Of course, conspiracy theories are all the more unsavoury when they are connected to claims made by or about a specific ethnic or religious group. So when anti-Zionists write about the propaganda activities of the Israeli government, this is seen not simply as conspiratorial but also racist by perpetuating the well-trodden myth of Jews acting in concert to protect their own interests. It’s as if Jewish people, unlike other groups, never organise amongst themselves because to suggest that they do inevitably reproduces antisemitic tropes.
That would certainly be true in relation to false claims that ‘Jews control the media’ or that ‘a Jewish cabal sits at the top of the world’s financial institutions’. Such claims should be wholeheartedly condemned. But it is rather more difficult to dismiss the run-of-the-mill strategic communications that is undertaken by all governments, including that of Israel.
What are we to make, for example, of the work of the Israeli Ministry of Strategic Affairs founded in 2006 to promote the Israeli state’s foreign policy objectives and now overseen by a former intelligence officer? According to a report in Haaretz, in October 2015 the Ministry was handed responsibility to ‘guide, coordinate and integrate the activities of all the ministers and the government and of civil entities in Israel and abroad on the subject of the struggle against attempts to delegitmize Israel and the boycott movement.’ Now this is not a unique portfolio and there are similar bodies elsewhere, for example the Coalition Communications Cell designed to combat IS or the Research, Information and Communications Unit based in the Home Office, because strategic communications is an essential part of the contemporary political battleground employing many thousands of people.
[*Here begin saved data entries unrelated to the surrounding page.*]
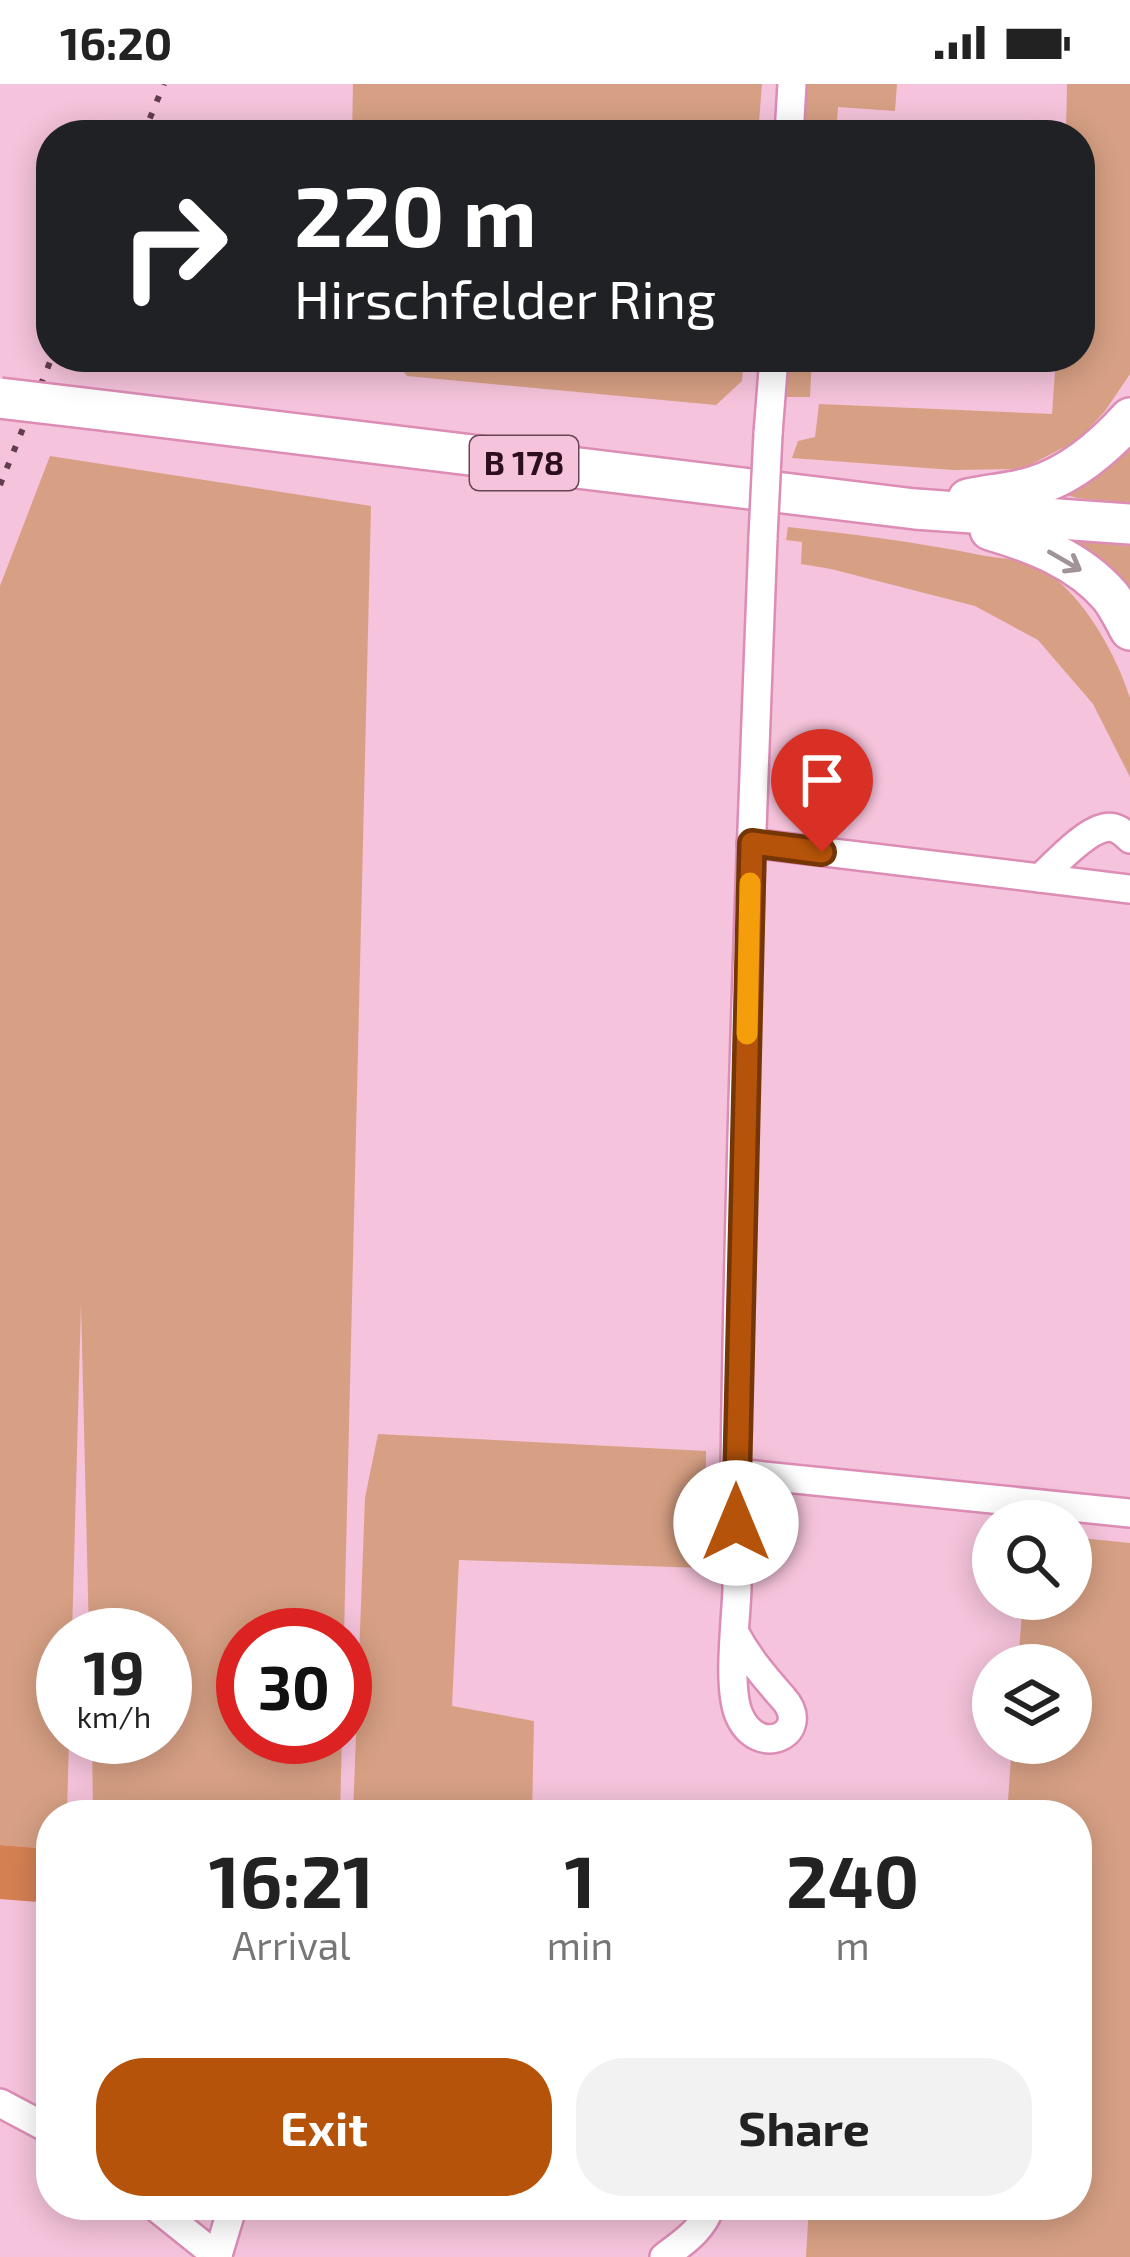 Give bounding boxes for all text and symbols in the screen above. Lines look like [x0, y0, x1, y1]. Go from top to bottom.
text: 16:20 [60, 15, 172, 69]
text: 220 m [294, 163, 537, 264]
icon: right [96, 168, 252, 324]
text: Hirschfelder Ring [294, 265, 716, 330]
road number: B 178 [470, 436, 578, 490]
one-way arrow [1047, 549, 1082, 573]
pin [771, 729, 873, 852]
icon: arrive [789, 747, 855, 813]
position arrow [673, 1460, 799, 1586]
map controls [972, 1500, 1092, 1764]
button: search [972, 1500, 1092, 1620]
speed limit sign: 30 [216, 1608, 372, 1764]
text: 19 [83, 1635, 145, 1707]
button: layers [972, 1644, 1092, 1764]
text: km/h [77, 1698, 151, 1734]
text: 16:21 [209, 1836, 374, 1922]
text: 1 [564, 1836, 595, 1922]
text: 240 [786, 1836, 919, 1922]
text: Arrival [232, 1921, 351, 1968]
text: min [547, 1921, 613, 1968]
text: m [836, 1921, 870, 1968]
button: Exit [96, 2058, 552, 2196]
button: Share [576, 2058, 1032, 2196]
It is not conspiratorial to argue that Israeli spooks might be engaged in attempts to delegitimise Jeremy Corbyn when, as Haaretz puts it, the Ministry’s ‘leading figures appear to see themselves as the heads of a public affairs commando unit engaged in multiple fronts, gathering and disseminating information about people they define as “supporters of the delegitimization of Israel”.’
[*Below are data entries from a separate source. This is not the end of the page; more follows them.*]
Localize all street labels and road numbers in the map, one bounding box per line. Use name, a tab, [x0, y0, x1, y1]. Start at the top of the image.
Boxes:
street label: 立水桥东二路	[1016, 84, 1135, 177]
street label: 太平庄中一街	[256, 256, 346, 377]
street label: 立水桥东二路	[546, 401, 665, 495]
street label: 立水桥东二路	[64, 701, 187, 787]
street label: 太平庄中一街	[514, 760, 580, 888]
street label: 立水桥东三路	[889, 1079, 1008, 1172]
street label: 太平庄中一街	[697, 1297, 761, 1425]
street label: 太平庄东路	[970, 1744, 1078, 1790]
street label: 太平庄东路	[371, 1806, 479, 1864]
In fact the desire to ridicule (or to dismiss as ‘racist’) the notion that powerful bodies might be organising to discredit their enemies and to reinforce their own credibility is simply a way of letting power off the hook. States have long established comprehensive systems of misinformation and disinformation that rely on intermediate agents, including for example editors, politicians and academics, to circulate and re-purpose this material. These apparatuses both pre-date and are galvanised by today’s ‘fake news’ platforms but they are not the simply the product of conspiratorial imaginations.
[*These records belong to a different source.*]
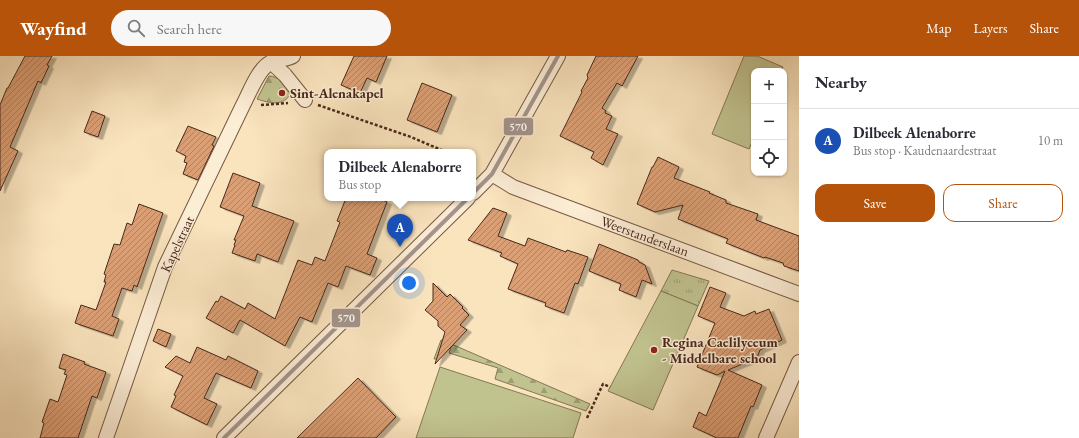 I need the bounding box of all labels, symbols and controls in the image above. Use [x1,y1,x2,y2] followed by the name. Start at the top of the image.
[111,10,391,46] search box
[20,16,87,41] text: Wayfind
[125,17,147,39] icon: search
[157,19,222,38] text: Search here
[926,19,951,37] text: Map
[973,19,1008,37] text: Layers
[1030,19,1059,37] text: Share
[751,68,787,176] map controls
[751,68,787,104] button: +
[815,71,867,93] text: Nearby
[290,84,383,102] place label: Sint-Alenakapel
[277,88,287,98] marker: Sint-Alenakapel
[751,104,787,140] button: −
[503,117,534,136] line badge: 570
[509,120,527,134] text: 570
[853,123,976,142] text: Dilbeek Alenaborre
[823,132,833,149] text: A
[1038,132,1063,149] text: 10 m
[751,140,787,176] button: locate
[853,142,996,159] text: Bus stop · Kaudenaardestraat
[324,149,476,201] popup
[339,157,461,176] text: Dilbeek Alenaborre
[339,176,381,193] text: Bus stop
[815,184,935,222] button: Save
[943,184,1063,222] button: Share
[156,212,198,275] street label: Kapelstraat
[598,212,692,260] street label: Weerstanderslaan
[387,214,413,247] pin: A
[399,273,419,293] your location
[331,308,361,328] line badge: 570
[337,311,355,325] text: 570
[662,333,778,367] place label: Regina Caelilyceum - Middelbare school
[649,345,659,355] marker: Regina Caelilyceum - Middelbare school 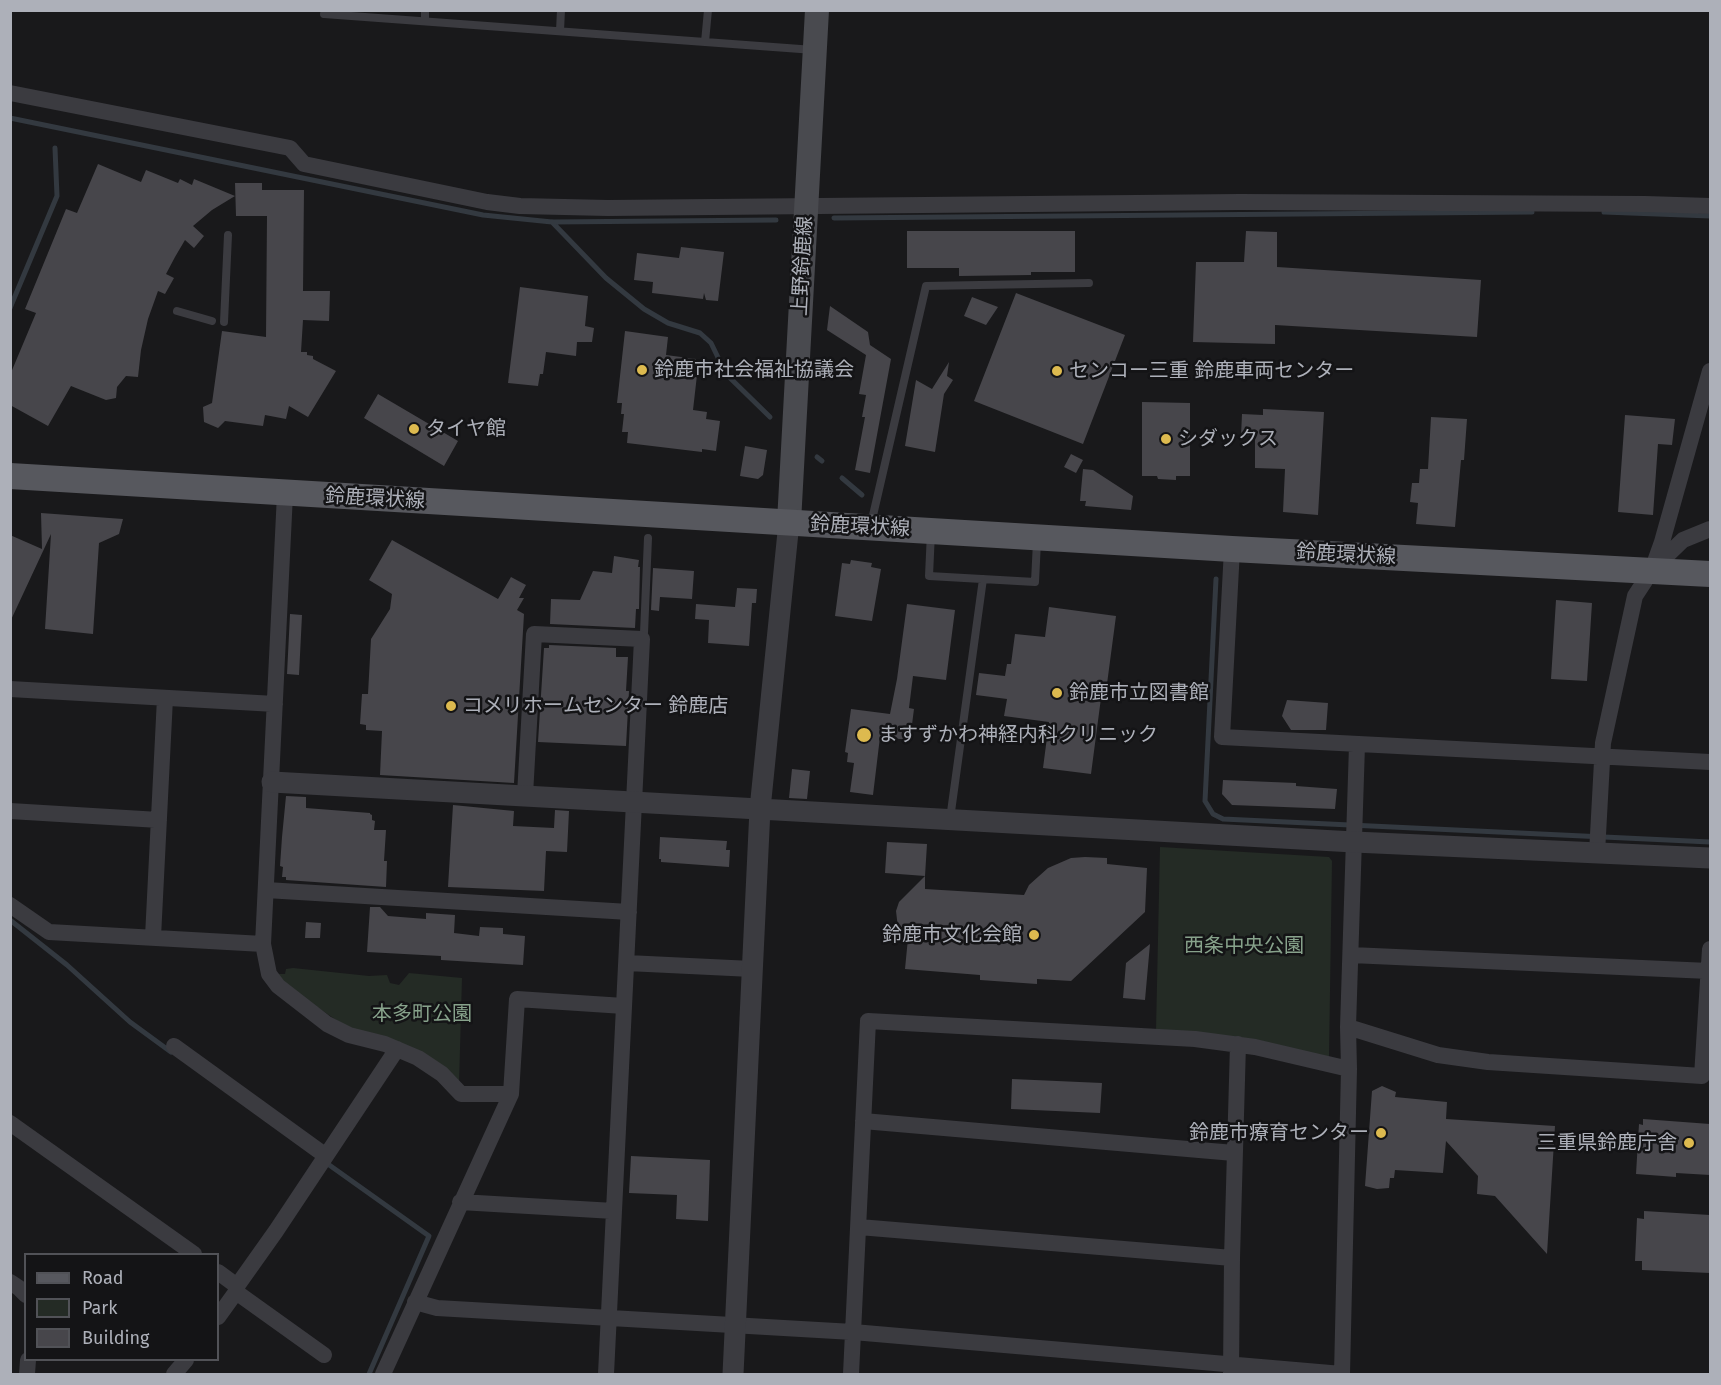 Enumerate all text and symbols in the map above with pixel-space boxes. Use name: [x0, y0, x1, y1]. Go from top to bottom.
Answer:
street label: 上野鈴鹿線: [788, 215, 818, 317]
place label: 鈴鹿市社会福祉協議会: [654, 358, 854, 382]
place label: センコー三重 鈴鹿車両センター: [1069, 359, 1354, 383]
marker: 鈴鹿市社会福祉協議会: [635, 363, 649, 377]
marker: センコー三重 鈴鹿車両センター: [1050, 364, 1064, 378]
place label: タイヤ館: [426, 417, 506, 441]
marker: タイヤ館: [407, 422, 421, 436]
place label: シダックス: [1178, 427, 1278, 451]
marker: シダックス: [1159, 432, 1173, 446]
street label: 鈴鹿環状線: [324, 484, 426, 514]
street label: 鈴鹿環状線: [809, 512, 911, 542]
street label: 鈴鹿環状線: [1295, 540, 1397, 570]
place label: 鈴鹿市立図書館: [1069, 681, 1209, 705]
marker: 鈴鹿市立図書館: [1050, 686, 1064, 700]
place label: コメリホームセンター 鈴鹿店: [463, 694, 728, 718]
marker: コメリホームセンター 鈴鹿店: [444, 699, 458, 713]
place label: ますずかわ神経内科クリニック: [878, 723, 1158, 747]
marker: ますずかわ神経内科クリニック: [855, 726, 873, 744]
place label: 鈴鹿市文化会館: [882, 923, 1022, 947]
marker: 鈴鹿市文化会館: [1027, 928, 1041, 942]
park label: 西条中央公園: [1184, 934, 1304, 958]
park label: 本多町公園: [372, 1002, 472, 1026]
place label: 鈴鹿市療育センター: [1189, 1121, 1369, 1145]
marker: 鈴鹿市療育センター: [1374, 1126, 1388, 1140]
place label: 三重県鈴鹿庁舎: [1537, 1131, 1677, 1155]
marker: 三重県鈴鹿庁舎: [1682, 1136, 1696, 1150]
legend: [24, 1253, 219, 1361]
text: Road: [82, 1267, 124, 1289]
text: Park: [82, 1297, 117, 1319]
text: Building: [82, 1327, 149, 1349]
Some sixty years ago, the sociologist C. Wright Mills talked about the ‘interlocking directorate’ of political, military and economic interests that constituted a ‘power elite’ at the top of US society. This is far from a comfortable and predictable consensus – indeed the power elite reflects a volatile and unstable set of interests – but it is one that is nevertheless determined to overcome differences in pursuit of shared aims where they exist. Those who reject out of hand as mere ‘conspiracy’ the concerted attempts of elites – whether in the US, Russia, China, the UK or Israel – to guard their power and to undermine their foes are either naïve, or as seems more likely in the current campaign to discredit the Labour leader, utterly disingenuous.
Des Freedman is Professor of Media and Communications in the Department of Media and Communications at Goldsmiths, University of London. He is the author of 'The Contradictions of Media Power' (Bloomsbury 2014), co-editor of 'The Assault on Universities: A Manifesto for Resistance' (Pluto 2011), Vice-President of Goldsmiths UCU and former Chair of the Media Reform Coalition.